• DIRECTIONS FOR THIS TASK:
Please copy out every line in the records below that includes the word "turn".

--- START ---

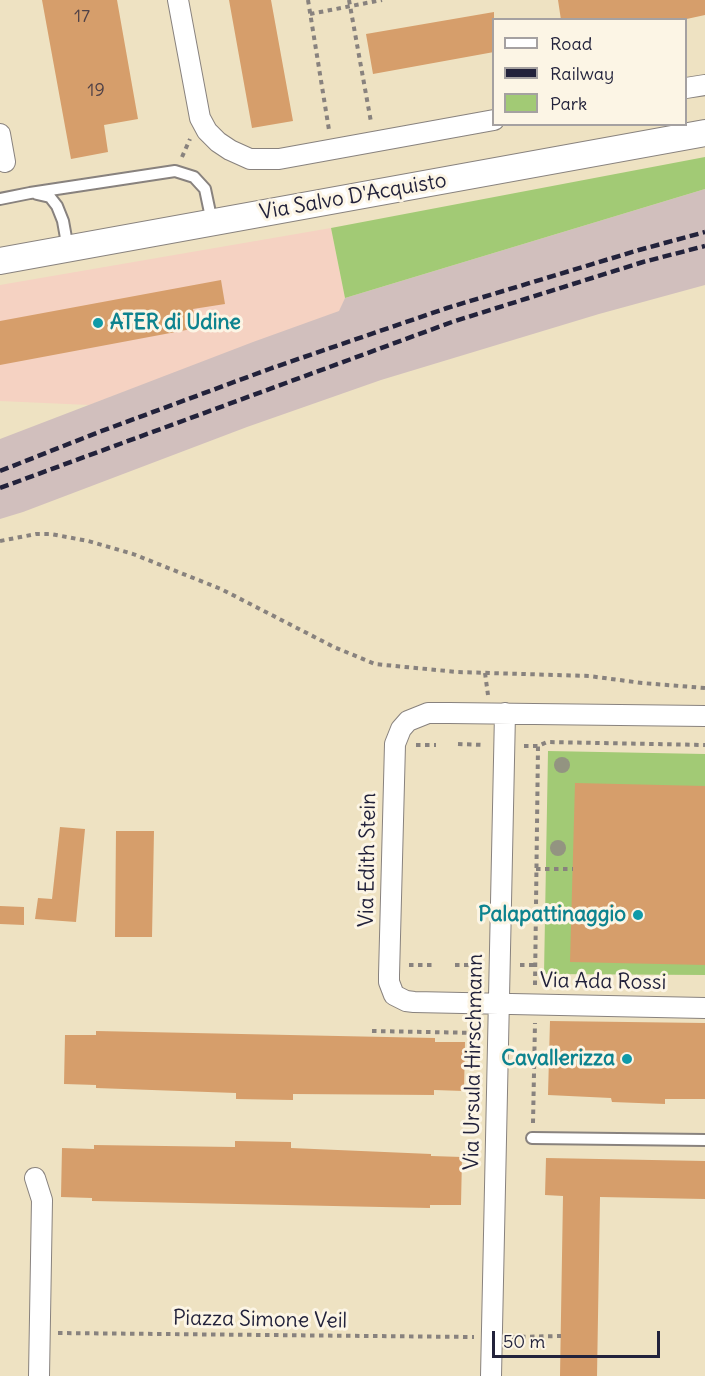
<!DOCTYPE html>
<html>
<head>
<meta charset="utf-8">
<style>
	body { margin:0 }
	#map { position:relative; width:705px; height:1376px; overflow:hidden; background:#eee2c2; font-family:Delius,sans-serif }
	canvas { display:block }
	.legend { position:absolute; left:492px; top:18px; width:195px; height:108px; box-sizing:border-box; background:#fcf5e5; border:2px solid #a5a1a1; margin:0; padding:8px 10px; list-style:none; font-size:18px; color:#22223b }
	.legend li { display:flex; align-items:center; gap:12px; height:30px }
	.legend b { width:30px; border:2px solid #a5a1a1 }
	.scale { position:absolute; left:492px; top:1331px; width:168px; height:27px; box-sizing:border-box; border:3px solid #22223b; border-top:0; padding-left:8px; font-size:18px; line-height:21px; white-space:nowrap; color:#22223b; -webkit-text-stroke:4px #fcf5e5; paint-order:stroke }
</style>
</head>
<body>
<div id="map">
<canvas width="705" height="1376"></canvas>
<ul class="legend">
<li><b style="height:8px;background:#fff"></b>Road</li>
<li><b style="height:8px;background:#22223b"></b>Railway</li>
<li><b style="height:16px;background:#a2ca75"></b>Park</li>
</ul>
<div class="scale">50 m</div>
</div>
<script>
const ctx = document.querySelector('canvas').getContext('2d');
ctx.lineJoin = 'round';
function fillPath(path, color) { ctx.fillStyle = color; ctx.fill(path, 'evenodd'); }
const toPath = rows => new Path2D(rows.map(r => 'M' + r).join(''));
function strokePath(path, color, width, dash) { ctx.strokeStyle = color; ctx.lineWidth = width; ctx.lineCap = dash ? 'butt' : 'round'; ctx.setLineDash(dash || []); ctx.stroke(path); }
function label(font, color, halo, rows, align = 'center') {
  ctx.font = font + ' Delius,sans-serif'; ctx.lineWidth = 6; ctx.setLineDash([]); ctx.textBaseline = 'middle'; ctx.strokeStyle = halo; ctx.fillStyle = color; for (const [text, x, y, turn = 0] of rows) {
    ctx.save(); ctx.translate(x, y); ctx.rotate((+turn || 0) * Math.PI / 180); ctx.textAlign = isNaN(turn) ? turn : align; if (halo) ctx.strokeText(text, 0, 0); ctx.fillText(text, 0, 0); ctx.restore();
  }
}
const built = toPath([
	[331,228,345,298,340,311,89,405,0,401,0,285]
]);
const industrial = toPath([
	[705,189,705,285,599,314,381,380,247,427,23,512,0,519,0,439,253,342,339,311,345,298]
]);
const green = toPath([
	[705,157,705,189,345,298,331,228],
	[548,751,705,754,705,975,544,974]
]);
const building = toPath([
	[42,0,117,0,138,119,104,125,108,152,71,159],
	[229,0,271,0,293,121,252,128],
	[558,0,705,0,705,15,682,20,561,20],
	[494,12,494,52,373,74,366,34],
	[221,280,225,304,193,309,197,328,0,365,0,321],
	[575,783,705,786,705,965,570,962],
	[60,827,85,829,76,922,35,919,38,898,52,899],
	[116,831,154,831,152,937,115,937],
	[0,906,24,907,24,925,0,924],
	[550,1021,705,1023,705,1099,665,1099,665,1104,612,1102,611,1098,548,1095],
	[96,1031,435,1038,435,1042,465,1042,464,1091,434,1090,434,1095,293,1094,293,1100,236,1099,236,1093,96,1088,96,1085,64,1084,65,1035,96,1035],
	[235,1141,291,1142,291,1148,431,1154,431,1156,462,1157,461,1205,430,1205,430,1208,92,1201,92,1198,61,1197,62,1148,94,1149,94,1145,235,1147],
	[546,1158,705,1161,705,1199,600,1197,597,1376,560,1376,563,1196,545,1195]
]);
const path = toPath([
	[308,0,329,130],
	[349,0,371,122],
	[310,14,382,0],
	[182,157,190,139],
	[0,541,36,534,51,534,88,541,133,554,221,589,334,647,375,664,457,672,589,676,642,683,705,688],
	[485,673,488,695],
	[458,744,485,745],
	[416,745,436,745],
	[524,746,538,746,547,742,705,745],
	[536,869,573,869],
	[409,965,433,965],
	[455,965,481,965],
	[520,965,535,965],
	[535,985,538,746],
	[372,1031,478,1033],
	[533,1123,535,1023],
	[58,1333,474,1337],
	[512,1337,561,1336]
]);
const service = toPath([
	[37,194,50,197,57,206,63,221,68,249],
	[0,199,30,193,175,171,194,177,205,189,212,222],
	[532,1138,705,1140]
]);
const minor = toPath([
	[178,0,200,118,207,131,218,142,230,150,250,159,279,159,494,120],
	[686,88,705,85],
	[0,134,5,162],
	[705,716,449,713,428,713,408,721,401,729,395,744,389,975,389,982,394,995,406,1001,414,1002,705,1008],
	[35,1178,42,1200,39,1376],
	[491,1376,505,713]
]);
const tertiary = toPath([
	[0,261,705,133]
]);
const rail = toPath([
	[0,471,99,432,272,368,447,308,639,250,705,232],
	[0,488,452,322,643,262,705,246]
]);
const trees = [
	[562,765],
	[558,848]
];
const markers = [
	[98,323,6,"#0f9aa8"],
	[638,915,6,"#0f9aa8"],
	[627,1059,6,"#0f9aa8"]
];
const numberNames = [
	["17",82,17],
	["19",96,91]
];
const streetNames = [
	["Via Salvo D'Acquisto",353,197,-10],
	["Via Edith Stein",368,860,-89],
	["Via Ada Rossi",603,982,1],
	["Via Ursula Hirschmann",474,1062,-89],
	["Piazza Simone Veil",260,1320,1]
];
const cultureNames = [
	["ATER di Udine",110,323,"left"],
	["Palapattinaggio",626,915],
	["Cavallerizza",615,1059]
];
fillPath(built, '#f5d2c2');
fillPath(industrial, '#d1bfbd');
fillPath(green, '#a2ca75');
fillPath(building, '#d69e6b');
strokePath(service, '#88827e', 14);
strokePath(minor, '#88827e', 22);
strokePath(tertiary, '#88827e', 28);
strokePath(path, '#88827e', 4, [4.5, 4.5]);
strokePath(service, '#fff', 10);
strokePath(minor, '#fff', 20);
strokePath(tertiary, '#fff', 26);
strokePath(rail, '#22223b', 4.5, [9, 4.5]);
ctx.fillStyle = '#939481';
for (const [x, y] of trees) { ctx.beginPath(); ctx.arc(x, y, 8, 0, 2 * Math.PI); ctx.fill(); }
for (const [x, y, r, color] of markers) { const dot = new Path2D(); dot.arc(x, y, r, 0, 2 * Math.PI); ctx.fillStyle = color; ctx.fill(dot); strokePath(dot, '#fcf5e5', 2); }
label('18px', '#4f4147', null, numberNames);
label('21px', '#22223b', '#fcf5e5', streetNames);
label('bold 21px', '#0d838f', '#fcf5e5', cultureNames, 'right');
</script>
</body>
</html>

--- END ---
--- START ---

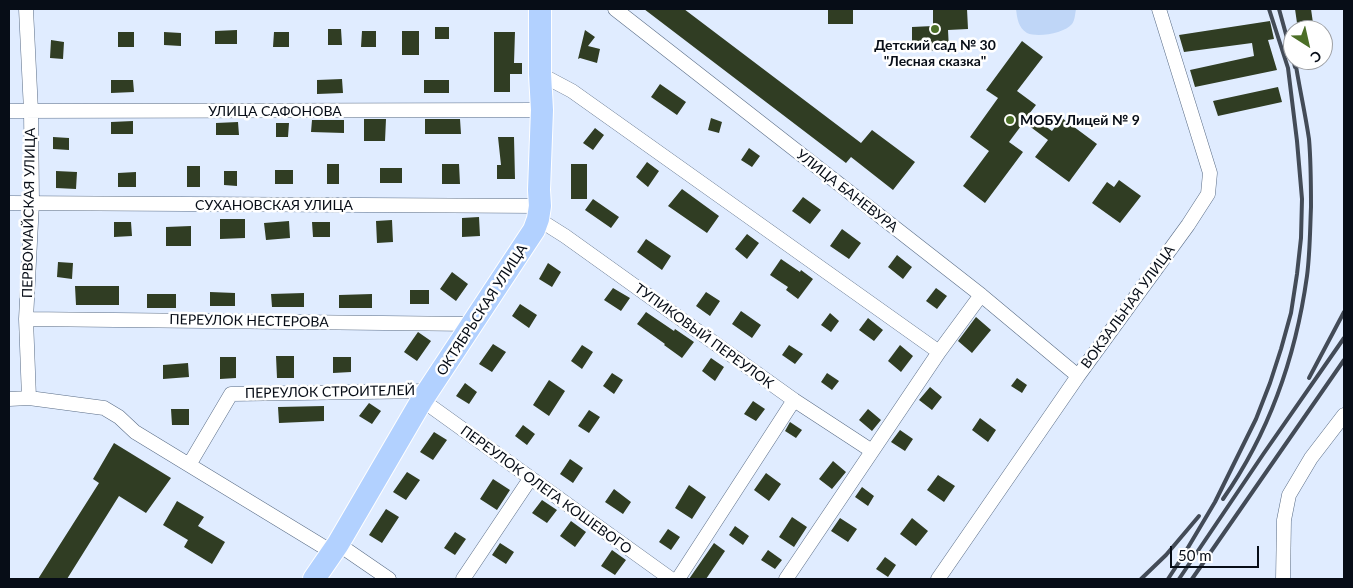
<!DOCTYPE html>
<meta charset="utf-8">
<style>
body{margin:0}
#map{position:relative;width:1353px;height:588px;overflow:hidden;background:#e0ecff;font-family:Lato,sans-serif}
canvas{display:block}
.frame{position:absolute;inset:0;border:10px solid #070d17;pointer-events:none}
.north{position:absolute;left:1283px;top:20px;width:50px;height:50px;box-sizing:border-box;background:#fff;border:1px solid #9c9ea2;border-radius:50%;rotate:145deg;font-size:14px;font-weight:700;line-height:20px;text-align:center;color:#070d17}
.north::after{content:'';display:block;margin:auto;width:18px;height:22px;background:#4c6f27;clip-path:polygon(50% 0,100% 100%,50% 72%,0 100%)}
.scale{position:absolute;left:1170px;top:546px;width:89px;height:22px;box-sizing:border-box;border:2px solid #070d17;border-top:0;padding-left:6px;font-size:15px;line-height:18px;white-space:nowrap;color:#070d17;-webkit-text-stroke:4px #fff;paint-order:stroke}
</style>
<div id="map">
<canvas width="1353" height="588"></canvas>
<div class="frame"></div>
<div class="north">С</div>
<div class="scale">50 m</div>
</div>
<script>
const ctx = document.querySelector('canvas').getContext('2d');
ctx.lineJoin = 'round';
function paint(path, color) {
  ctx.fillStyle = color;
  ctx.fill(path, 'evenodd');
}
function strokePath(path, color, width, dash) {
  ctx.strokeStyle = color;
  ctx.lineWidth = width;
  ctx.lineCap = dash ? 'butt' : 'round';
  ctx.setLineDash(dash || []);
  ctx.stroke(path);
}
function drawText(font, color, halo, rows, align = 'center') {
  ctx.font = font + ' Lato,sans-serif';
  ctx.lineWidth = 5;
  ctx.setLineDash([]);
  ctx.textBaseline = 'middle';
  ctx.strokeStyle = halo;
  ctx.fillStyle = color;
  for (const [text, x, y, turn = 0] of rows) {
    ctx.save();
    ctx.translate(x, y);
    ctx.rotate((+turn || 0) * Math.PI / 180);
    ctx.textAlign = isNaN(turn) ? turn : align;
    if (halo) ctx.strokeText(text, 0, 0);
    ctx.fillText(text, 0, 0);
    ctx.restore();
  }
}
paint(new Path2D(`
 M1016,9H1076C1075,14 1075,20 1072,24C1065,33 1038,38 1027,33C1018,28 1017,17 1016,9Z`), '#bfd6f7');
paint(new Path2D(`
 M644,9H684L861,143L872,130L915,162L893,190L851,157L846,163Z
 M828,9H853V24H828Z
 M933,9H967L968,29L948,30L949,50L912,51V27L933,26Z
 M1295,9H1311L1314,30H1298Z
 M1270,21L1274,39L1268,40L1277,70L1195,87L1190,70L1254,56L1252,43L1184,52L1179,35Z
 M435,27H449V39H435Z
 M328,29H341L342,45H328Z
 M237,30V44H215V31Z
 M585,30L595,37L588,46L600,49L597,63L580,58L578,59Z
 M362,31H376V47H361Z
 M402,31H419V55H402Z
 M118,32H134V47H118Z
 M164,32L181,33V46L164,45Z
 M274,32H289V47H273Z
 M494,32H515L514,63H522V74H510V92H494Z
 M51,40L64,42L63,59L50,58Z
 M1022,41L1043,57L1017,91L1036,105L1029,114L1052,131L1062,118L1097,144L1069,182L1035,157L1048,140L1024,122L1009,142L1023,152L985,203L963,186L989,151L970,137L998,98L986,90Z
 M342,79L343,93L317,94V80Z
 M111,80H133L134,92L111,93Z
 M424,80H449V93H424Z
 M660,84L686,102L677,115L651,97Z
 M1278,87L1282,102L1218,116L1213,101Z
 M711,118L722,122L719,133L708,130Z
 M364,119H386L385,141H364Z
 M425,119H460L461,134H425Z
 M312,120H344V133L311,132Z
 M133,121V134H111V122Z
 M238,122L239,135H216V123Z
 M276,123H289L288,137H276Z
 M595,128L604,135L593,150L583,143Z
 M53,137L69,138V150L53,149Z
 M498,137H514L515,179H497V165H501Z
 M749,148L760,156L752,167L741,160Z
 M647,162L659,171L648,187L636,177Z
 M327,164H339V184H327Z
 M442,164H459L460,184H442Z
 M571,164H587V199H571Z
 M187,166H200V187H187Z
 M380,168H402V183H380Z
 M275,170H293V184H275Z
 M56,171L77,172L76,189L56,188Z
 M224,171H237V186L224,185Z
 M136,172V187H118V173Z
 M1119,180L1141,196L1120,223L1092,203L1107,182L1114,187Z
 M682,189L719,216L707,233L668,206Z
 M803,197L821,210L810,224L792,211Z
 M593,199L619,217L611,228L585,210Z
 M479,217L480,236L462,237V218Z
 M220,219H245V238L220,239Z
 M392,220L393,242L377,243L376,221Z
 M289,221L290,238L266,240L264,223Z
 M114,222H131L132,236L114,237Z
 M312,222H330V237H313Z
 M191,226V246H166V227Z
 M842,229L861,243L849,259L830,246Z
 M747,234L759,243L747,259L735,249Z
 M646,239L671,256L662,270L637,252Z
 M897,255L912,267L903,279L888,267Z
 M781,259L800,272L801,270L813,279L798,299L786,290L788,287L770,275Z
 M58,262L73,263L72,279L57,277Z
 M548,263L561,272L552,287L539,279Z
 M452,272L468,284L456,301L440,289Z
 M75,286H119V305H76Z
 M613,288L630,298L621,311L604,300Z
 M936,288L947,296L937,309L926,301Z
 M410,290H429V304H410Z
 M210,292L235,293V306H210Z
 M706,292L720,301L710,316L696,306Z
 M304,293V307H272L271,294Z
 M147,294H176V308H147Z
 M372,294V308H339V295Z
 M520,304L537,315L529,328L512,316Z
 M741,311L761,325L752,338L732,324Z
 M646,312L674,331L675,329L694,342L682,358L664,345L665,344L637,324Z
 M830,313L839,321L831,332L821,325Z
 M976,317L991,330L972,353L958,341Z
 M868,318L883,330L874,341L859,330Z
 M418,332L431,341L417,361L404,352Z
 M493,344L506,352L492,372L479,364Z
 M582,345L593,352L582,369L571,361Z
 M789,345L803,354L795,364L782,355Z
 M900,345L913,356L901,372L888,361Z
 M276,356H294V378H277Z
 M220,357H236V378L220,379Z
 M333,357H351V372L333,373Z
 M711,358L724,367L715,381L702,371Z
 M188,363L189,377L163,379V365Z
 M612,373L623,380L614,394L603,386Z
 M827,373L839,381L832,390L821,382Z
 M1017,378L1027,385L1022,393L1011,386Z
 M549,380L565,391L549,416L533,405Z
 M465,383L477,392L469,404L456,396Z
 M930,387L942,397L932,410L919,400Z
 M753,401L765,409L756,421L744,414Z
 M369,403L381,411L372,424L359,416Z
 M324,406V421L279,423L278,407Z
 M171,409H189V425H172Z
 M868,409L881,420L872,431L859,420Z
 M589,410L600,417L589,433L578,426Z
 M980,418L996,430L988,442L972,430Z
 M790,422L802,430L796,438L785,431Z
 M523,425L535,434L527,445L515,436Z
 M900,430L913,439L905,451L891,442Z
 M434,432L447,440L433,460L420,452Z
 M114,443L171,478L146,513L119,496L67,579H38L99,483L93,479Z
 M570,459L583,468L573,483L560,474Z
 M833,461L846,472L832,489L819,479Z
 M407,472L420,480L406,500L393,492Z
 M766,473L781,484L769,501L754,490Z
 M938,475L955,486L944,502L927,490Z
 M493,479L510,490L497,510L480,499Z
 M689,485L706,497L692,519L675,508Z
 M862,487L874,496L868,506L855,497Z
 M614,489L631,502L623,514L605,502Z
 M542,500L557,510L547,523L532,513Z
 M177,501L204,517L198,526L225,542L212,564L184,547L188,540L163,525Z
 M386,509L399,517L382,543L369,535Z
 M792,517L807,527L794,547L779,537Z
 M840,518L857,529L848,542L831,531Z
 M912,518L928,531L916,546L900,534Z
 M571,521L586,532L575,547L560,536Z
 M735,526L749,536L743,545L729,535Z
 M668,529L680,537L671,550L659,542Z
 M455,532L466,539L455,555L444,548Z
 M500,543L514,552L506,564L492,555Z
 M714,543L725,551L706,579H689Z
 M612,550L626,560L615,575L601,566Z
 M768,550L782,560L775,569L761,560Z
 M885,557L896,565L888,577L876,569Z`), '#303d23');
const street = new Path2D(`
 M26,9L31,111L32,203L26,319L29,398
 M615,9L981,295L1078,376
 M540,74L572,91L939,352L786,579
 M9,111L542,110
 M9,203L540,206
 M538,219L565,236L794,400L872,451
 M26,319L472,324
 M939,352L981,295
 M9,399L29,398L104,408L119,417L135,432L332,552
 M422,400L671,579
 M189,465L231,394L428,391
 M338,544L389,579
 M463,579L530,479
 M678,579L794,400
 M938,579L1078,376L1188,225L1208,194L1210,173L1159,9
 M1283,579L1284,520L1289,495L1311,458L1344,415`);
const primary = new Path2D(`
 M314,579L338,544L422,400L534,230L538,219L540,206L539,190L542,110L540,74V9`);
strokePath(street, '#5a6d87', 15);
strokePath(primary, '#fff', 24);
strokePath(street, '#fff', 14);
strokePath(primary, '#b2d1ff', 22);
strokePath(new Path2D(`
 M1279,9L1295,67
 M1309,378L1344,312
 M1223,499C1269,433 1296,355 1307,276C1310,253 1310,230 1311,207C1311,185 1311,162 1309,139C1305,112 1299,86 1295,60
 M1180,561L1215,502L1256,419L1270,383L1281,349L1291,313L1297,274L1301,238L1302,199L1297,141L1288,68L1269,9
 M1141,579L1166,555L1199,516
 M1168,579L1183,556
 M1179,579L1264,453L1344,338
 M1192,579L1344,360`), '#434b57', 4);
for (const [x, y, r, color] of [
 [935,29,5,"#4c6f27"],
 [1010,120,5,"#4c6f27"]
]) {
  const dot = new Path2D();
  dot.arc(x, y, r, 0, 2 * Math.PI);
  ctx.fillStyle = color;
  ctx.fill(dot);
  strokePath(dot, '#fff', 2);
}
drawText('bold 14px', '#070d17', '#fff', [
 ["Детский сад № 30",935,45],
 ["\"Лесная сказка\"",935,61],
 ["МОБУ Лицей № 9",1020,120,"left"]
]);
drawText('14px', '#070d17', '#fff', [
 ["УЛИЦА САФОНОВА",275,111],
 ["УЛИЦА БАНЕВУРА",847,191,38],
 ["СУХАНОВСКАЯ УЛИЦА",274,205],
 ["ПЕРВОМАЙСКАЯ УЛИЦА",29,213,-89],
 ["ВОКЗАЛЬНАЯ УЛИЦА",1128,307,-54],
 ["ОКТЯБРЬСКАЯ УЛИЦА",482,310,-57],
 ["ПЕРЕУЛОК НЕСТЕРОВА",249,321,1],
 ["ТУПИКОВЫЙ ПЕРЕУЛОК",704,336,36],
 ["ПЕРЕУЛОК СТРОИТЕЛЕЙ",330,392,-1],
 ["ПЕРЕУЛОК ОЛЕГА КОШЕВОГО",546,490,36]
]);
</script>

--- END ---

• TASK ANSWER:
  ctx.font = font + ' Delius,sans-serif'; ctx.lineWidth = 6; ctx.setLineDash([]); ctx.textBaseline = 'middle'; ctx.strokeStyle = halo; ctx.fillStyle = color; for (const [text, x, y, turn = 0] of rows) {
    ctx.save(); ctx.translate(x, y); ctx.rotate((+turn || 0) * Math.PI / 180); ctx.textAlign = isNaN(turn) ? turn : align; if (halo) ctx.strokeText(text, 0, 0); ctx.fillText(text, 0, 0); ctx.restore();
  for (const [text, x, y, turn = 0] of rows) {
    ctx.rotate((+turn || 0) * Math.PI / 180);
    ctx.textAlign = isNaN(turn) ? turn : align;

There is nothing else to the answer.